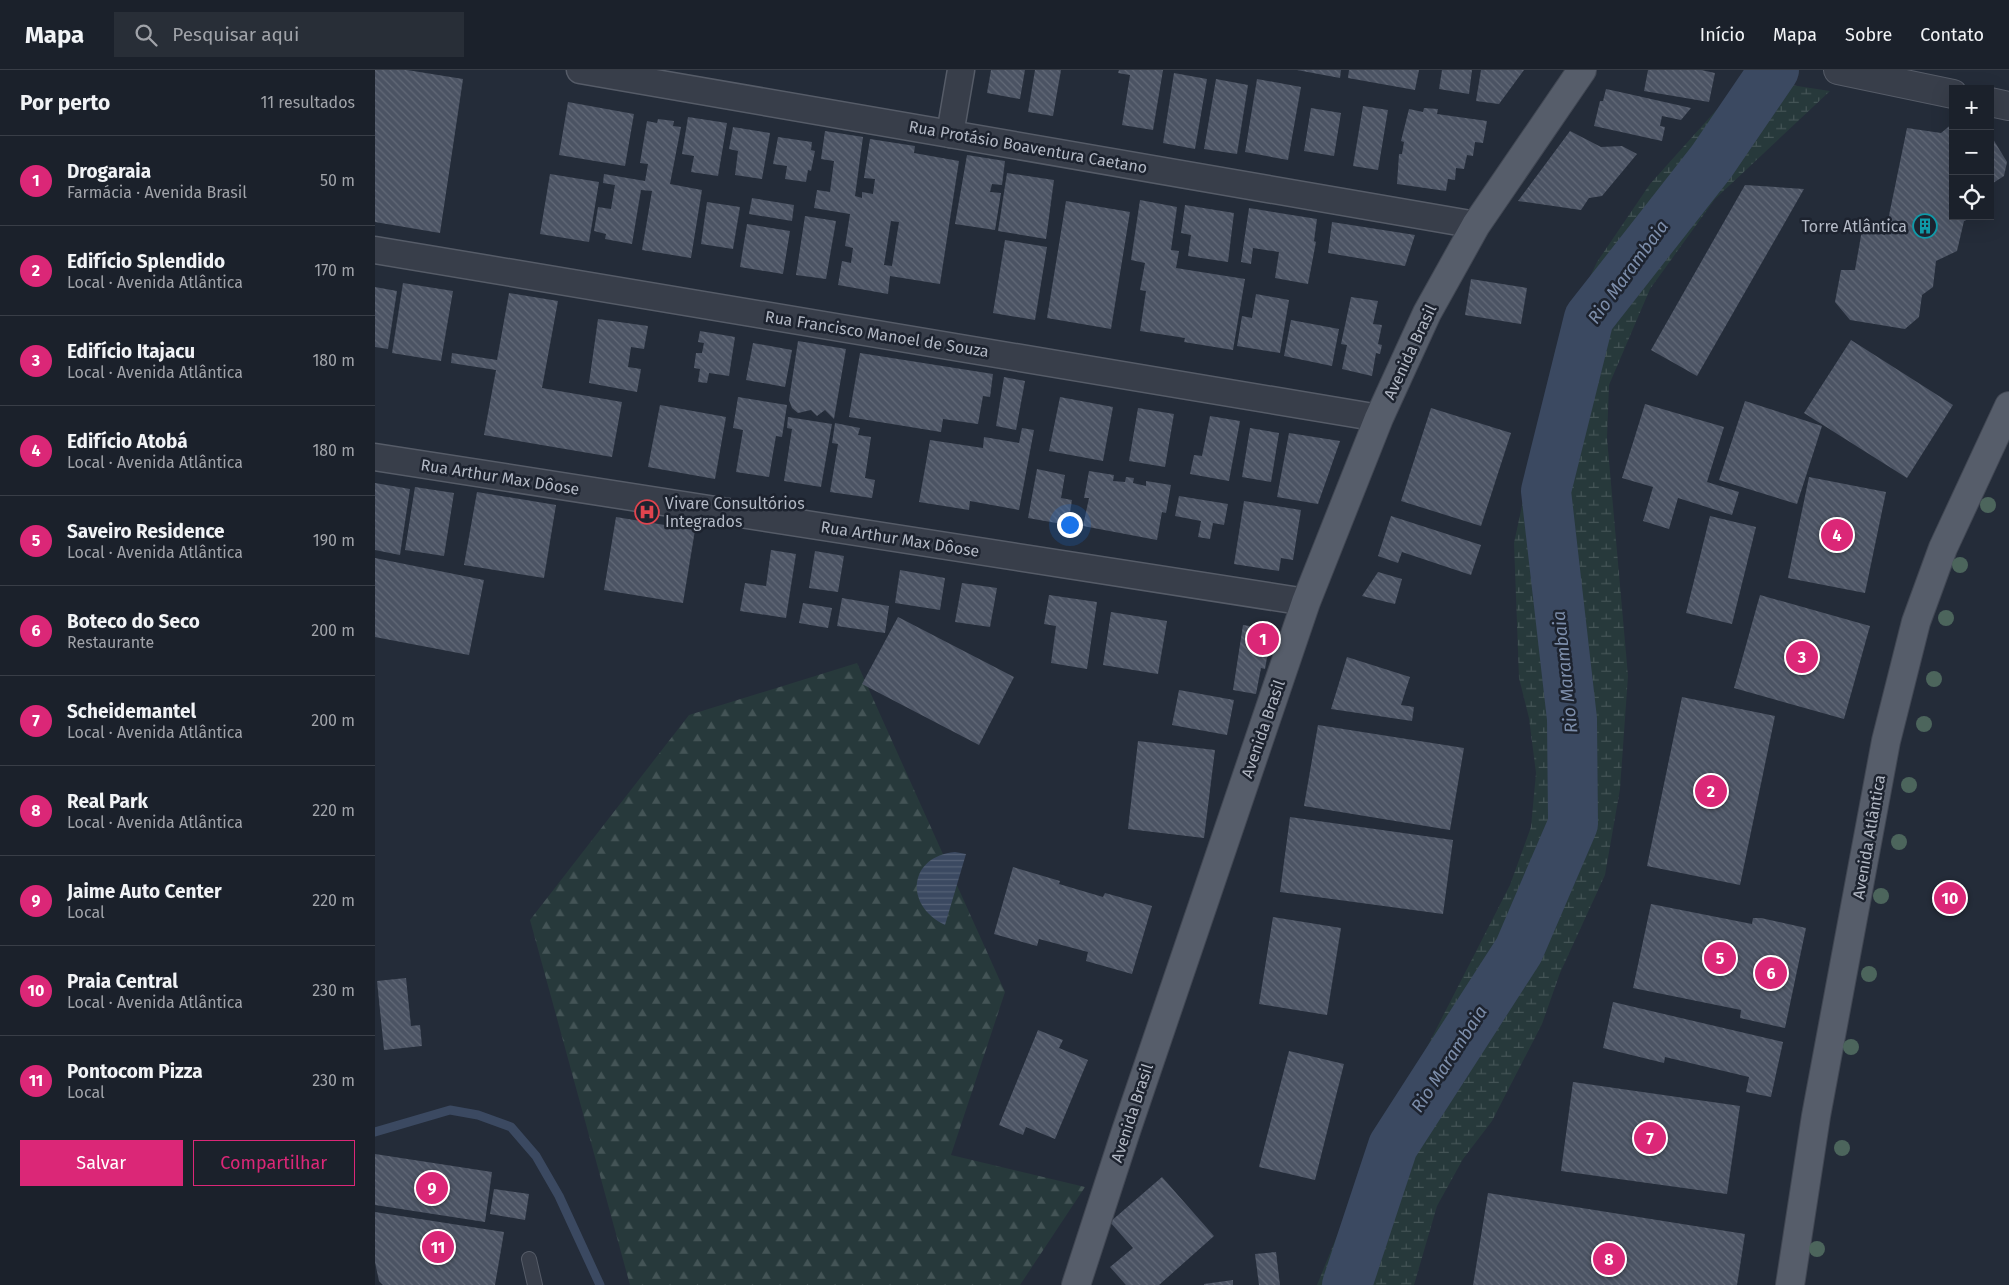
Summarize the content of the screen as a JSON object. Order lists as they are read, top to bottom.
{
  "streets": {
    "main road": ["Avenida Brasil", "Avenida Atlântica"],
    "street": ["Rua Protásio Boaventura Caetano", "Rua Francisco Manoel de Souza", "Rua Arthur Max Dôose"]
  },
  "crossings": [
    ["Rua Protásio Boaventura Caetano", "Avenida Brasil"],
    ["Rua Francisco Manoel de Souza", "Avenida Brasil"],
    ["Avenida Brasil", "Rua Arthur Max Dôose"]
  ],
  "water": ["Rio Marambaia"],
  "places": {
    "building": ["Torre Atlântica"],
    "hospital": ["Vivare Consultórios Integrados"]
  },
  "page": {
    "header": "Mapa",
    "search": "Pesquisar aqui",
    "nav": [
      "Início",
      "Mapa",
      "Sobre",
      "Contato"
    ],
    "heading": ["Por perto", "11 resultados"],
    "map_buttons": ["+", "−"],
    "list": [
      {
        "mark": "1",
        "name": "Drogaraia",
        "note": "Farmácia · Avenida Brasil",
        "value": "50 m"
      },
      {
        "mark": "2",
        "name": "Edifício Splendido",
        "note": "Local · Avenida Atlântica",
        "value": "170 m"
      },
      {
        "mark": "3",
        "name": "Edifício Itajacu",
        "note": "Local · Avenida Atlântica",
        "value": "180 m"
      },
      {
        "mark": "4",
        "name": "Edifício Atobá",
        "note": "Local · Avenida Atlântica",
        "value": "180 m"
      },
      {
        "mark": "5",
        "name": "Saveiro Residence",
        "note": "Local · Avenida Atlântica",
        "value": "190 m"
      },
      {
        "mark": "6",
        "name": "Boteco do Seco",
        "note": "Restaurante",
        "value": "200 m"
      },
      {
        "mark": "7",
        "name": "Scheidemantel",
        "note": "Local · Avenida Atlântica",
        "value": "200 m"
      },
      {
        "mark": "8",
        "name": "Real Park",
        "note": "Local · Avenida Atlântica",
        "value": "220 m"
      },
      {
        "mark": "9",
        "name": "Jaime Auto Center",
        "note": "Local",
        "value": "220 m"
      },
      {
        "mark": "10",
        "name": "Praia Central",
        "note": "Local · Avenida Atlântica",
        "value": "230 m"
      },
      {
        "mark": "11",
        "name": "Pontocom Pizza",
        "note": "Local",
        "value": "230 m"
      }
    ],
    "pins": [
      "4",
      "1",
      "3",
      "2",
      "10",
      "5",
      "6",
      "7",
      "9",
      "11",
      "8"
    ],
    "buttons": ["Salvar", "Compartilhar"]
  }
}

- [DESCRIPTION OF THE TASK] Omit every picture, and otherwise quote the entries exactly.

- [EXERCISE OUTPUT]
Summarize the content of the screen as a JSON object. Order lists as they are read, top to bottom.
{
  "streets": {
    "main road": ["Avenida Brasil", "Avenida Atlântica"],
    "street": ["Rua Protásio Boaventura Caetano", "Rua Francisco Manoel de Souza", "Rua Arthur Max Dôose"]
  },
  "crossings": [
    ["Rua Protásio Boaventura Caetano", "Avenida Brasil"],
    ["Rua Francisco Manoel de Souza", "Avenida Brasil"],
    ["Avenida Brasil", "Rua Arthur Max Dôose"]
  ],
  "water": ["Rio Marambaia"],
  "places": {
    "building": ["Torre Atlântica"],
    "hospital": ["Vivare Consultórios Integrados"]
  },
  "page": {
    "header": "Mapa",
    "search": "Pesquisar aqui",
    "nav": [
      "Início",
      "Mapa",
      "Sobre",
      "Contato"
    ],
    "heading": ["Por perto", "11 resultados"],
    "map_buttons": ["+", "−"],
    "list": [
      {
        "mark": "1",
        "name": "Drogaraia",
        "note": "Farmácia · Avenida Brasil",
        "value": "50 m"
      },
      {
        "mark": "2",
        "name": "Edifício Splendido",
        "note": "Local · Avenida Atlântica",
        "value": "170 m"
      },
      {
        "mark": "3",
        "name": "Edifício Itajacu",
        "note": "Local · Avenida Atlântica",
        "value": "180 m"
      },
      {
        "mark": "4",
        "name": "Edifício Atobá",
        "note": "Local · Avenida Atlântica",
        "value": "180 m"
      },
      {
        "mark": "5",
        "name": "Saveiro Residence",
        "note": "Local · Avenida Atlântica",
        "value": "190 m"
      },
      {
        "mark": "6",
        "name": "Boteco do Seco",
        "note": "Restaurante",
        "value": "200 m"
      },
      {
        "mark": "7",
        "name": "Scheidemantel",
        "note": "Local · Avenida Atlântica",
        "value": "200 m"
      },
      {
        "mark": "8",
        "name": "Real Park",
        "note": "Local · Avenida Atlântica",
        "value": "220 m"
      },
      {
        "mark": "9",
        "name": "Jaime Auto Center",
        "note": "Local",
        "value": "220 m"
      },
      {
        "mark": "10",
        "name": "Praia Central",
        "note": "Local · Avenida Atlântica",
        "value": "230 m"
      },
      {
        "mark": "11",
        "name": "Pontocom Pizza",
        "note": "Local",
        "value": "230 m"
      }
    ],
    "pins": [
      "4",
      "1",
      "3",
      "2",
      "10",
      "5",
      "6",
      "7",
      "9",
      "11",
      "8"
    ],
    "buttons": ["Salvar", "Compartilhar"]
  }
}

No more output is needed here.